La tentation de l’oubli et le vertige de n’être pas
Finalement, Sara avait décidé, à plus de quarante ans, de recommencer sa vie à Cagliari. A l’époque, le séparatisme battait son plein, personne ne croyant plus à une politique qui avait si longtemps méprisé le citoyen. Sa foi dans la modernisation de l’île avait été immense, mais elle reconnaissait que le rêve industriel n’avait pas produit les effets escomptés et elle s’était tournée vers le PSdAz (Partito sardo d’Azione). Elle trouvait dommage qu’à Cagliari, la plupart des gens eussent oublié leur langue maternelle qui ne s’écrivait pas et n’avait donc pas de tradition textuelle; ils se servaient de la langue italienne, mais on sentait qu’elle leur demeurait étrangère, lointaine, qu’elle ne les brûlait jamais tout à fait. Leur parler restait hésitant, incertain, comme détaché d’eux-mêmes. Il fallait donc, coûte que coûte, se réapproprier une langue de base, pour obtenir enfin, à travers elle, le droit à la parole, à la propre parole.
Tandis que Sara s’échauffait pour me démontrer l’importance de l’enjeu, je sentais naître en moi le désir de respirer à l’unisson des blessures, des traumatismes répétés de ce peuple infortuné, maltraité par la vie, par l’histoire. Je courais après le miracle de l’alliance, puisant dans les nombreux récits de Sara une confirmation à la sensation d’exil intérieur qui dominait la réalité sarde. L’idée de venir vivre à Cagliari me paraissait excellente. Il n’y aurait désormais plus de limites à nos débats. A toute force, je voulais trouver un sens, une origine à l’incompréhension dont je souffrais, il y avait un regain d’espérance et d’enthousiasme dans cet élan vers elle. Mais de nouveau je me retrouvai blâmée injustement avant de savoir de quoi je l’étais.
Depuis qu’elle s’était installée à Cagliari, Sara était souvent d’humeur sombre et elle ne montrait guère d’intérêt pour la joie que je ne pouvais retenir lors de ses visites. Son cœur s’était refermé, secret, et dans le regard fuyant, je revoyais soudain le doute, la méfiance, la peur aussi d’en avoir trop dit. Je ne pouvais pas croire qu’elle allait agir comme les autres, c’était proprement impensable ! L’ironie voilée, la méchanceté soudaine de ses propos me mettait au supplice, car je ne savais pas démêler ce qu’il y avait de plaisanterie et de sérieux dans ses effronteries sans cause. J’avais beau me dire que l’humour, chez elle, était un moyen de rendre la vie possible par-delà les déboires, rien n’y faisait. Je me sentais inquiète, dé-solée. Comme si le sol se dérobait sous mes pieds.
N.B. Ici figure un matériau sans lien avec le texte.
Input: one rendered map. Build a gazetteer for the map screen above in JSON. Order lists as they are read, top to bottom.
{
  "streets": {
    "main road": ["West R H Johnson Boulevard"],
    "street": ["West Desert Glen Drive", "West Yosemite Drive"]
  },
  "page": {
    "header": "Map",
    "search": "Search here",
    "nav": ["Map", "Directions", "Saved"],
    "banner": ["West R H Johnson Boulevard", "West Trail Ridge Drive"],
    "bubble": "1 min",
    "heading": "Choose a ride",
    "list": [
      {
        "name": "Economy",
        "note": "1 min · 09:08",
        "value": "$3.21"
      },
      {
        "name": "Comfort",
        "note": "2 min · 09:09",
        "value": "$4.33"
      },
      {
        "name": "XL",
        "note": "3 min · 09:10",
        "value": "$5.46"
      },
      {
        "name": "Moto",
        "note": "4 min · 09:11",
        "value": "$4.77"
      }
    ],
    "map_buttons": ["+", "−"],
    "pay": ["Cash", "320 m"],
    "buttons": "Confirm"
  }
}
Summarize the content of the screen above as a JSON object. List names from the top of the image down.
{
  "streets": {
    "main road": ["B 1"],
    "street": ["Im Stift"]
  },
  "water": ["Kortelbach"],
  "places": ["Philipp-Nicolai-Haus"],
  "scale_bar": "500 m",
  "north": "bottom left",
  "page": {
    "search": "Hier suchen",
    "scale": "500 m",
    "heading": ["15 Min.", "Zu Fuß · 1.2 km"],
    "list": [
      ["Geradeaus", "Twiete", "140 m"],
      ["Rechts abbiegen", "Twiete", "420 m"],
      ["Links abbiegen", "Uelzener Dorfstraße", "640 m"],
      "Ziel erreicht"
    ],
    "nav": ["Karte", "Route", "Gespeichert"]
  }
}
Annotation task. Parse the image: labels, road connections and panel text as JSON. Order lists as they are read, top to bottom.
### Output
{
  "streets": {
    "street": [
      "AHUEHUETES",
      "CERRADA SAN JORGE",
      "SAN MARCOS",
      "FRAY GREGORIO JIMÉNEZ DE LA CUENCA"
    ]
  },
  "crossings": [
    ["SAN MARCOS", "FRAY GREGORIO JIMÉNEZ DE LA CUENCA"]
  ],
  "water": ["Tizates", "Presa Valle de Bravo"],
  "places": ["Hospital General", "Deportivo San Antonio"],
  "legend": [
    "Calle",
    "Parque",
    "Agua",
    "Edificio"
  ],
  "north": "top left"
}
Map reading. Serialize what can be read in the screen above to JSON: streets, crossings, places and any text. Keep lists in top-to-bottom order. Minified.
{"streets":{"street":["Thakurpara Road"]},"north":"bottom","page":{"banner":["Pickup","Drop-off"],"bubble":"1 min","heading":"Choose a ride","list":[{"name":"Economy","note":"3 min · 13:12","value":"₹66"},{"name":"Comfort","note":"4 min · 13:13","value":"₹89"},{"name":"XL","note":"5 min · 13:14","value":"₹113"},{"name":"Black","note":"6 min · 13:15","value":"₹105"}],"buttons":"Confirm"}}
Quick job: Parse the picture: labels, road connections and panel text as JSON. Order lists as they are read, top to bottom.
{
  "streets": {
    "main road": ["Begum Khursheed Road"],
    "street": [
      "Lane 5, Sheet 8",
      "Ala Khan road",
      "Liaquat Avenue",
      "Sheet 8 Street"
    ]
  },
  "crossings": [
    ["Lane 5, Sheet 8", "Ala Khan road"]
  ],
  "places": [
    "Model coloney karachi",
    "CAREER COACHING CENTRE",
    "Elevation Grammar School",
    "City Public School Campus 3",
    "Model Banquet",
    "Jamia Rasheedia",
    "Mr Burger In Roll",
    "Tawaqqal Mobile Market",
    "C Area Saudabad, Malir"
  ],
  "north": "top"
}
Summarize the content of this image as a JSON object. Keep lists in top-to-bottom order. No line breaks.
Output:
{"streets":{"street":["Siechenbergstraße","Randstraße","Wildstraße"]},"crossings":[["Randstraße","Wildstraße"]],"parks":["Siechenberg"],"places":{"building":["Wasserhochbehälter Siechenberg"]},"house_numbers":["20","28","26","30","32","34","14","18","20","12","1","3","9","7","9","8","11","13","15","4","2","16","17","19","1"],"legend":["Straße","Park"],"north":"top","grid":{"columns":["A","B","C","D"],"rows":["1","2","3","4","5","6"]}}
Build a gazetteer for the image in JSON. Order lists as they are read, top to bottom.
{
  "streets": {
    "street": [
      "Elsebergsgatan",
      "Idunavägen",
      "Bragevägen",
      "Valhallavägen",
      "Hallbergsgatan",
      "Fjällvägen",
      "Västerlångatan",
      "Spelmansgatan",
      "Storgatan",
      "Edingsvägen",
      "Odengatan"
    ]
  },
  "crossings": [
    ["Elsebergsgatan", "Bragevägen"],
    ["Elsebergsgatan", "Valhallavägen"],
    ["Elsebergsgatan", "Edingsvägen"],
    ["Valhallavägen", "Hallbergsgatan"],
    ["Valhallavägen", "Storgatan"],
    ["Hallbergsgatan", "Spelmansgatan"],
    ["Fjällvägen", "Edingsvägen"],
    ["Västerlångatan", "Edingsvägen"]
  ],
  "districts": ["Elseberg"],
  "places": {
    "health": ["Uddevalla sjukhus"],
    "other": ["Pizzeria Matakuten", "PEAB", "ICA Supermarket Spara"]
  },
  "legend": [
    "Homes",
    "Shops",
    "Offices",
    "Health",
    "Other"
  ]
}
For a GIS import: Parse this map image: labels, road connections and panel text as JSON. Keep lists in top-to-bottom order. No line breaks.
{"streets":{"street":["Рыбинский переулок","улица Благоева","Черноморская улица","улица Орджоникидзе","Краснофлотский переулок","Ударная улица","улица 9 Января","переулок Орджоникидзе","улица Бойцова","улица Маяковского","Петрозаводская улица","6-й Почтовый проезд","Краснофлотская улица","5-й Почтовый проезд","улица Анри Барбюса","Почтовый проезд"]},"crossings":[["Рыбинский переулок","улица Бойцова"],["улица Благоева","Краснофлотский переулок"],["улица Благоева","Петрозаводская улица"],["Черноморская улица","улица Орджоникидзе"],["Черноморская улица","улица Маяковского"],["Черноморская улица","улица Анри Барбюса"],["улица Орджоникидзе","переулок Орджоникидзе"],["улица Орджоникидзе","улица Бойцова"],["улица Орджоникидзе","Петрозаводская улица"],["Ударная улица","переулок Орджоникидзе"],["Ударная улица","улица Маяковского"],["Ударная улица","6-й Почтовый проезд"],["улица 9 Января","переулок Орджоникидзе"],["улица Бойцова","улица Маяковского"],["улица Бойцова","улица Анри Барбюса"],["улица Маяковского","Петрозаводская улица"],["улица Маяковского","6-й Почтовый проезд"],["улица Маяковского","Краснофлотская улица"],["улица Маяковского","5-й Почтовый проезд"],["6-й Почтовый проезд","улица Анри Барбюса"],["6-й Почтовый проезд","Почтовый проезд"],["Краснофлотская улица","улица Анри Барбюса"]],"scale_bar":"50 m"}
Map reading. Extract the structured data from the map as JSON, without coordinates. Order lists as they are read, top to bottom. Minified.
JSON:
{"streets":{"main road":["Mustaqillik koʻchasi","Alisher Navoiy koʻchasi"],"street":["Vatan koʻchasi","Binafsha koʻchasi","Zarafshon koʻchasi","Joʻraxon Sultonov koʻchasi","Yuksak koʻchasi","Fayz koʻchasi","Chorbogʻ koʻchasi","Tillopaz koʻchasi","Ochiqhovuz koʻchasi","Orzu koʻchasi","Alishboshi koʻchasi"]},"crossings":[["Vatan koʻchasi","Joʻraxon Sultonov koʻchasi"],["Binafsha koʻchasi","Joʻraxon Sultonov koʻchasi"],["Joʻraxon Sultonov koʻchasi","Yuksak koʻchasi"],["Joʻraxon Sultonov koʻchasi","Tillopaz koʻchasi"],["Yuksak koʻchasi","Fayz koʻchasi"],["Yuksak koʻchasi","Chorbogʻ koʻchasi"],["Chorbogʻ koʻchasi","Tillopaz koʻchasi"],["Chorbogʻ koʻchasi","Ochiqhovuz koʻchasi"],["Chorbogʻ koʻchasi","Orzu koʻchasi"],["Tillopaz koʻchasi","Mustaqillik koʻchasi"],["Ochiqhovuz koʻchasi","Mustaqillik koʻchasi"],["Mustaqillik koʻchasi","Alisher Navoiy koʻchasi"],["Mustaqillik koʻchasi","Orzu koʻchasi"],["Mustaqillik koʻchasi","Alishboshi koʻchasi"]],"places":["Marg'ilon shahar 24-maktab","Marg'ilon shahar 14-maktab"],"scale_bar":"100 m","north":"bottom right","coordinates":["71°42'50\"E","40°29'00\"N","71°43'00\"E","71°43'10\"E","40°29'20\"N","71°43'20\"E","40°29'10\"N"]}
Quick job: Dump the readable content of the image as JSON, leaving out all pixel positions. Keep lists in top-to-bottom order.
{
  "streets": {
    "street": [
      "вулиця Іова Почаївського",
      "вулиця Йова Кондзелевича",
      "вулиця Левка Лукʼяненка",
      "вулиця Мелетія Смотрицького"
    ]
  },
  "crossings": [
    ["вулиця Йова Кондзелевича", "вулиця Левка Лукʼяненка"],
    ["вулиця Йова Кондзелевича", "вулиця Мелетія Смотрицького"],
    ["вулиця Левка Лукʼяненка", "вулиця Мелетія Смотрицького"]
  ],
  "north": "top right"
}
Deux mois s’étaient écoulés depuis son arrivée et, de nouveau, vlan ! je me heurtais à un mur. Non pas un de ces murs qui n’abritaient que le vide, mais un rempart retenant une souffrance, une douleur indicible qu’elle ne livrait qu’à petites touches, avec une grande pudeur. Tout son rêve de jeunesse était achevé, cette étape de son existence était passée sans retour, et elle trouvait qu’il était préférable d’oublier, de passer à autre chose.
– L’oubli est ma sauvegarde, mon bouclier ! disait-elle, mordante, faisant ainsi l’impasse sur son intimité.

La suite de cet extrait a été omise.